La modération des classes plébéiennes égala leur courage ; l’ordre résulta subitement de la confusion. Il faut avoir vu des ouvriers demi-nus, placés en faction à la porte des jardins publics, empêcher selon leur consigne d’autres ouvriers déguenillés de passer, pour se faire une idée de cette puissance du devoir qui s’était emparée des hommes demeurés les maîtres. Ils auraient pu se payer le prix de leur sang, et se laisser tenter par leur misère. On ne vit point, comme au 10 août 1792, les Suisses massacrés dans la fuite.

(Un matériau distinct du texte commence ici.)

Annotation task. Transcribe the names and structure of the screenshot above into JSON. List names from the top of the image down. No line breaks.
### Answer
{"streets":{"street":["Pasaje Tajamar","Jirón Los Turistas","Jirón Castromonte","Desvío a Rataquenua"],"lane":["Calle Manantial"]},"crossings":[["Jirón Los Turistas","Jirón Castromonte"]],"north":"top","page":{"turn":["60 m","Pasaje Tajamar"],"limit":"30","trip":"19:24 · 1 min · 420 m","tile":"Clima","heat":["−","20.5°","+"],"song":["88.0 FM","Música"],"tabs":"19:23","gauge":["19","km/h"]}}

Toutes les opinions furent respectées ; jamais à quelques exceptions près, on n’abusa moins de la victoire. Les vainqueurs, portant les blessés de la garde à travers la foule, s’écriaient : « Respect aux braves ! » Le soldat venait-il à expirer, ils disaient : « Paix aux morts ! » Les quinze années de la Restauration, sous un régime constitutionnel, avaient fait naître parmi nous cet esprit d’humanité, de légalité et de justice, que vingt-cinq années de l’esprit révolutionnaire et guerrier n’avaient pu produire. Le droit de la force introduit dans nos mœurs semblait être devenu le droit commun.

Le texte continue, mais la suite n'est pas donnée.